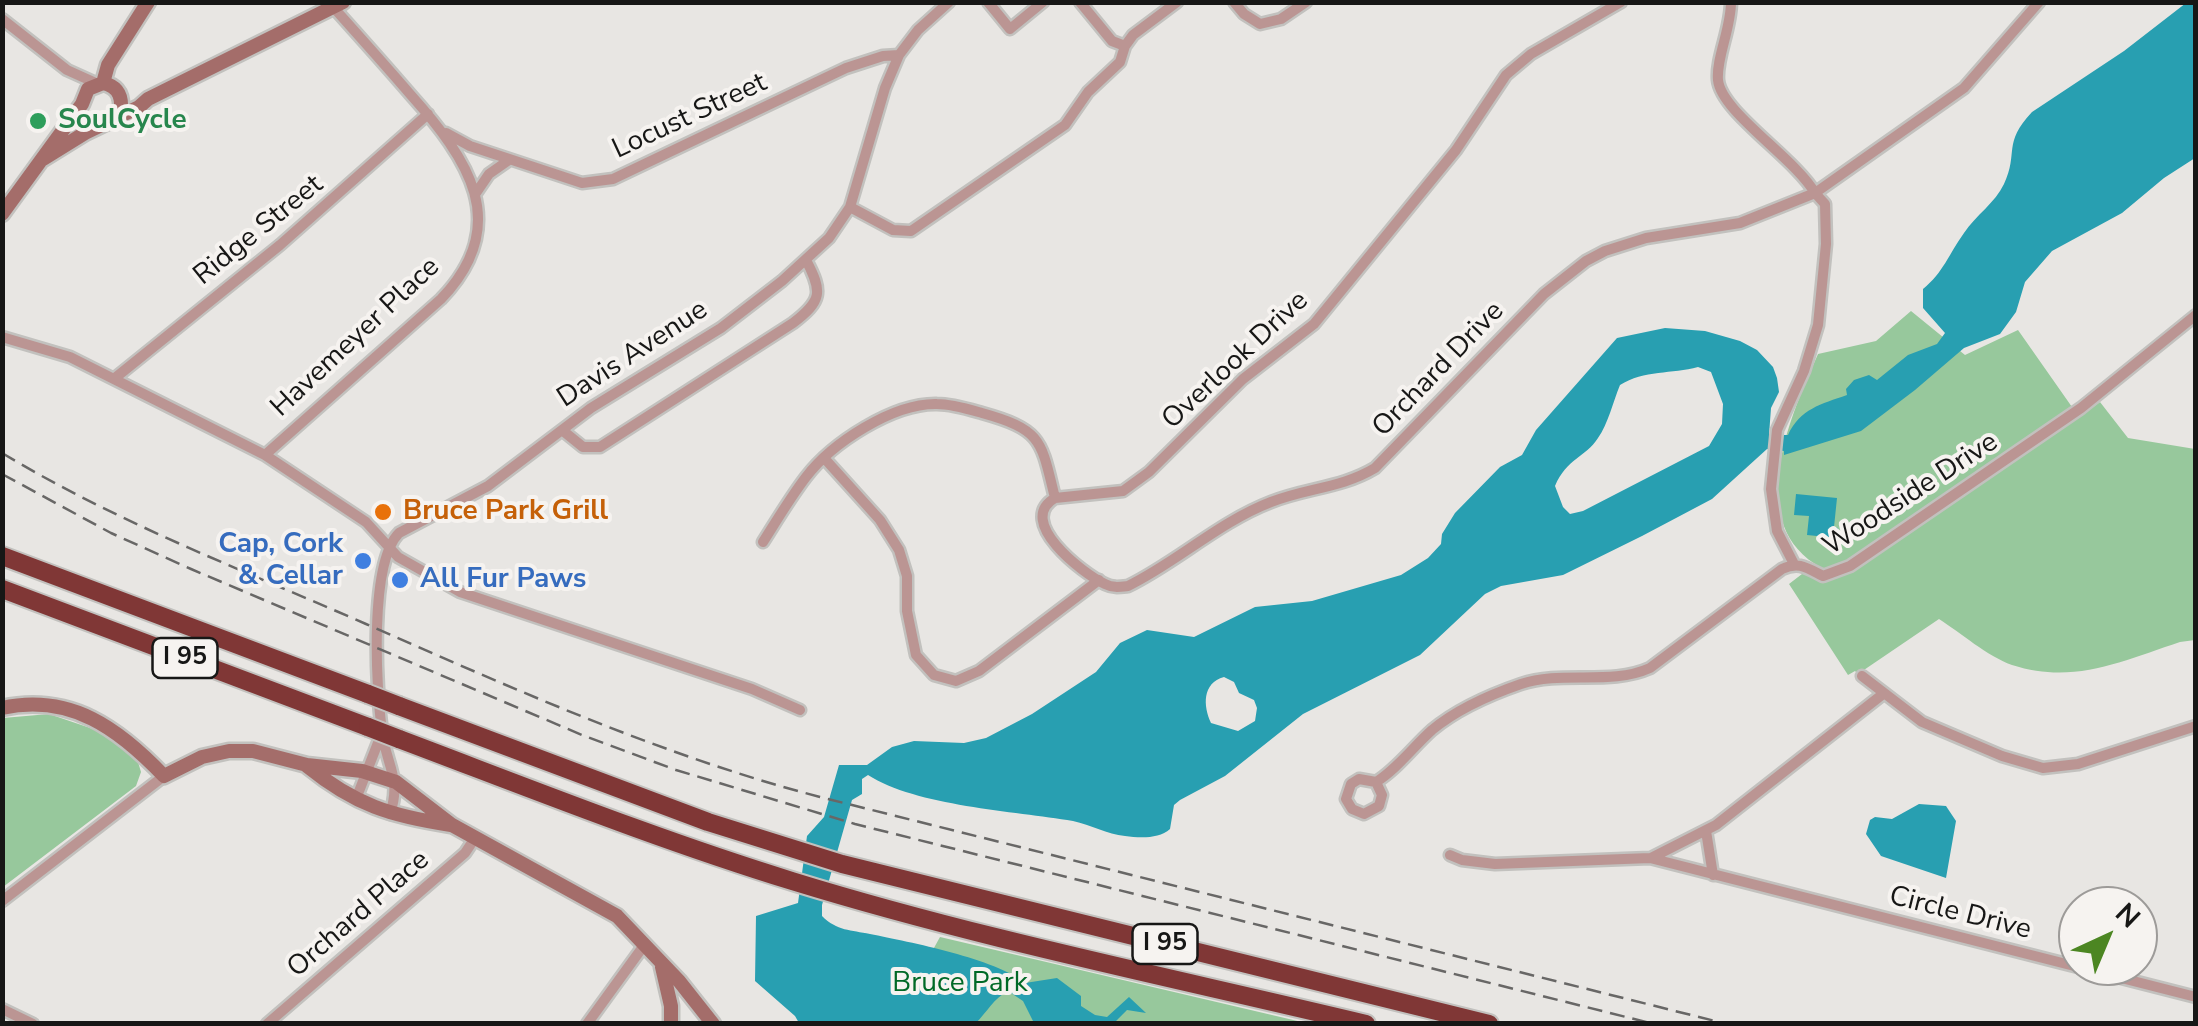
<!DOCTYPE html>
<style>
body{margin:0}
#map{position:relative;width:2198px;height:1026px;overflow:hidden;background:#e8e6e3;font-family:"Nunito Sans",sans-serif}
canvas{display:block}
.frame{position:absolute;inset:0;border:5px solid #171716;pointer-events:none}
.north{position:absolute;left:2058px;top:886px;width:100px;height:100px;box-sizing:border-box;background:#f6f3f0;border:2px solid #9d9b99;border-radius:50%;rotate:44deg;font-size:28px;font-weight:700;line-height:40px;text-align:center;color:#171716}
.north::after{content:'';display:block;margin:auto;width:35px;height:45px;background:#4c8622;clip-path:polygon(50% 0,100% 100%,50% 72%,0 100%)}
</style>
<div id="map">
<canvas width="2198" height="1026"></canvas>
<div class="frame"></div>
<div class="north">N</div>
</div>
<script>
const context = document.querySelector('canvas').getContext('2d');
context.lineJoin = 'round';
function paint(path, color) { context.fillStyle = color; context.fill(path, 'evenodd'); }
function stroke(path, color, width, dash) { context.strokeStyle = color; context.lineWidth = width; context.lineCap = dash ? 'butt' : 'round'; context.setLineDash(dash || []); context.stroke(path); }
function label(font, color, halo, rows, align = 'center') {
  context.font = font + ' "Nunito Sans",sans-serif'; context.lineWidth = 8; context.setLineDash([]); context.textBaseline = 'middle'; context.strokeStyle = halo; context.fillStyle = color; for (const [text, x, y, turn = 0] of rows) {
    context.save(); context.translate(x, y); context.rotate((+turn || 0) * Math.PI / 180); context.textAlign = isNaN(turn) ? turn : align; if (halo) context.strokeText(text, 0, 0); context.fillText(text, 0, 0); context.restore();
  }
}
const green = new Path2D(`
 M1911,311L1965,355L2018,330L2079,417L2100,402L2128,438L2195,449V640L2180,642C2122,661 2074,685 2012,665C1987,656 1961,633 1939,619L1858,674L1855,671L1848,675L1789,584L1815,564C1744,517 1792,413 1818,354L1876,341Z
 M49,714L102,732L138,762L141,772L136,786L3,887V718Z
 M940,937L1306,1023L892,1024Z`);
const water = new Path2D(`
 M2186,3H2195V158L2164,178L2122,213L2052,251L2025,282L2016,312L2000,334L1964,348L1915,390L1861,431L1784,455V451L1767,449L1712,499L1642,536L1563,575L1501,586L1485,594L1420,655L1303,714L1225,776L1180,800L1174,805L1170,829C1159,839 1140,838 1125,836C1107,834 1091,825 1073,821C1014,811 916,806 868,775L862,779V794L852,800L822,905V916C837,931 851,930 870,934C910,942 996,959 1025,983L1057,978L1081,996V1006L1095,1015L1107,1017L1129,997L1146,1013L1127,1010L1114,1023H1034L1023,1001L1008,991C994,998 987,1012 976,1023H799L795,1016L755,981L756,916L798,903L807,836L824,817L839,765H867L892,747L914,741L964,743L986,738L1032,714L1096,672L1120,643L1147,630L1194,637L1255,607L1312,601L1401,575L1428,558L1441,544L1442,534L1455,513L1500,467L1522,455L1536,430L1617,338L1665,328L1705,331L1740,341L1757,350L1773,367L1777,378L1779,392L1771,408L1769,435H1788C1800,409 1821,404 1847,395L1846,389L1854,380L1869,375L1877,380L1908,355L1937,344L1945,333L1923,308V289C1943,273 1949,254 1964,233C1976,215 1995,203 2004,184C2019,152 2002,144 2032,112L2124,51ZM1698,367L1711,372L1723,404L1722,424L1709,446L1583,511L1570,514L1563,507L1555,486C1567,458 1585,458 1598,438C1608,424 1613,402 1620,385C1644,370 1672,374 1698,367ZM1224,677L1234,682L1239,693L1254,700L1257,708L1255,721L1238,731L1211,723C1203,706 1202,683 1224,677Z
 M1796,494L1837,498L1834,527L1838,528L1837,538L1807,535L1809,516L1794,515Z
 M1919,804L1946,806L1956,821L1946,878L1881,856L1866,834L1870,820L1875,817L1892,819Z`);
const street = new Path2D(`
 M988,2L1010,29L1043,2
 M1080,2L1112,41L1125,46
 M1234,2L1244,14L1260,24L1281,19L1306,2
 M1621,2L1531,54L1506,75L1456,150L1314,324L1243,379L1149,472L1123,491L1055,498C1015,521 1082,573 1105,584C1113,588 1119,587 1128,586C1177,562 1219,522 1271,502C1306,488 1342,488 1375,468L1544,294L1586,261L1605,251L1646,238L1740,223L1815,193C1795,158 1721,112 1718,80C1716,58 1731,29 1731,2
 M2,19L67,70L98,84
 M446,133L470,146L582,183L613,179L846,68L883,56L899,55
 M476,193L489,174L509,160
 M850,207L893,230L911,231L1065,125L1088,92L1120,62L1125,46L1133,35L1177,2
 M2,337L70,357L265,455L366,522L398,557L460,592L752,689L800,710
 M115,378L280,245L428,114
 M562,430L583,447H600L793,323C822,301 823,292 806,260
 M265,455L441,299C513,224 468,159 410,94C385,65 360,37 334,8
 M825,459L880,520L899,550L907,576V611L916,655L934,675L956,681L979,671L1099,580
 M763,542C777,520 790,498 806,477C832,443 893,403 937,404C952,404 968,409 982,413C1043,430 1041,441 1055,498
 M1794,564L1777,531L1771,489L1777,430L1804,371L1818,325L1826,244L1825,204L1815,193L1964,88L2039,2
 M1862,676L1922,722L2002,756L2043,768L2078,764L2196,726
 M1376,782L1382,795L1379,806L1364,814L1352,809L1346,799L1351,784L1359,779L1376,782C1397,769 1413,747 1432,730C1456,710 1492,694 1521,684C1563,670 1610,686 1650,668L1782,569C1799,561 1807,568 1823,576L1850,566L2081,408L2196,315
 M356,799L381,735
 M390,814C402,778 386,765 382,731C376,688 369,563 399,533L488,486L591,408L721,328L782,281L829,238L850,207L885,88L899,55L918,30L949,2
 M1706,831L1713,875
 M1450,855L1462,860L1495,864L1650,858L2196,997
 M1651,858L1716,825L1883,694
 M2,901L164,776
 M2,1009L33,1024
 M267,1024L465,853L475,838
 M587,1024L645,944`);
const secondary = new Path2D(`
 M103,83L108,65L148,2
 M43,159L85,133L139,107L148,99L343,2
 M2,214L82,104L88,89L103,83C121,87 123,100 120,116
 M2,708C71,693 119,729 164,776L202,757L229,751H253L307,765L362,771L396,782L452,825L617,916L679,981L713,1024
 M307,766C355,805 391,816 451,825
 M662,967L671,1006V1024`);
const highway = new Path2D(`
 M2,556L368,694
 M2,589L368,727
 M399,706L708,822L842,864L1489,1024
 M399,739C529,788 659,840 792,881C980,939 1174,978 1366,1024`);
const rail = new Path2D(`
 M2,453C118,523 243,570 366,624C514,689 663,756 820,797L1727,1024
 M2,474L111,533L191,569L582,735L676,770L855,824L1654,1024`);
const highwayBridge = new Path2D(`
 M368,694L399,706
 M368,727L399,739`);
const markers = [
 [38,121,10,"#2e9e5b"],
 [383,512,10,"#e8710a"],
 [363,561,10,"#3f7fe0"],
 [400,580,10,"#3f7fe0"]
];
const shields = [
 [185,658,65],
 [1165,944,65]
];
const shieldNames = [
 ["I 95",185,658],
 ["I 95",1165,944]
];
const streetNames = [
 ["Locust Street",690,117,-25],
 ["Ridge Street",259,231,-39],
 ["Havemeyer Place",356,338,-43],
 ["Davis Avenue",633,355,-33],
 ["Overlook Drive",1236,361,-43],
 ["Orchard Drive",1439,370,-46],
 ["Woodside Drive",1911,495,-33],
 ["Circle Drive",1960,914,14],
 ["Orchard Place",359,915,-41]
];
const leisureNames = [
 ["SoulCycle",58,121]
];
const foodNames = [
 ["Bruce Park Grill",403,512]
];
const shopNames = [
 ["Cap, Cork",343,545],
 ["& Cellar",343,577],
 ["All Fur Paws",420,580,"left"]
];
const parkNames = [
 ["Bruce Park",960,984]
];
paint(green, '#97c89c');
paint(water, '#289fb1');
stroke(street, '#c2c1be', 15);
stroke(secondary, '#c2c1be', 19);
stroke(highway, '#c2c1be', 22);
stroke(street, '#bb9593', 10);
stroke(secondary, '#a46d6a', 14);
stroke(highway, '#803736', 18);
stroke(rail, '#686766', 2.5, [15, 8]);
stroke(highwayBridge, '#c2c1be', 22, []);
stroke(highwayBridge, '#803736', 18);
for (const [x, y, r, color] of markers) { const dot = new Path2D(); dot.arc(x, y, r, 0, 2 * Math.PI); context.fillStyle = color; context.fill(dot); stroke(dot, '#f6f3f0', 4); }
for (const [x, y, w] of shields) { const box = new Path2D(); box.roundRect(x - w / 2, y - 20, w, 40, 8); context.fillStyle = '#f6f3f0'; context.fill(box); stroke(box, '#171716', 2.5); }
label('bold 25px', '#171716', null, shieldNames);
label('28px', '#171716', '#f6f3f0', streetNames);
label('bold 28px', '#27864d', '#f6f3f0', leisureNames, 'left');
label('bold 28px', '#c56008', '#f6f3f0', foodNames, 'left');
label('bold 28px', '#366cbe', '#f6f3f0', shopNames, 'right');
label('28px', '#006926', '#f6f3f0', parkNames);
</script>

| Requirement |
Copy out nothing but the lines from the beginning of the records through the one that contains "function paint(path, color)". Skip the pictures.

| Completed task |
<!DOCTYPE html>
<style>
body{margin:0}
#map{position:relative;width:2198px;height:1026px;overflow:hidden;background:#e8e6e3;font-family:"Nunito Sans",sans-serif}
canvas{display:block}
.frame{position:absolute;inset:0;border:5px solid #171716;pointer-events:none}
.north{position:absolute;left:2058px;top:886px;width:100px;height:100px;box-sizing:border-box;background:#f6f3f0;border:2px solid #9d9b99;border-radius:50%;rotate:44deg;font-size:28px;font-weight:700;line-height:40px;text-align:center;color:#171716}
.north::after{content:'';display:block;margin:auto;width:35px;height:45px;background:#4c8622;clip-path:polygon(50% 0,100% 100%,50% 72%,0 100%)}
</style>
<div id="map">
<canvas width="2198" height="1026"></canvas>
<div class="frame"></div>
<div class="north">N</div>
</div>
<script>
const context = document.querySelector('canvas').getContext('2d');
context.lineJoin = 'round';
function paint(path, color) { context.fillStyle = color; context.fill(path, 'evenodd'); }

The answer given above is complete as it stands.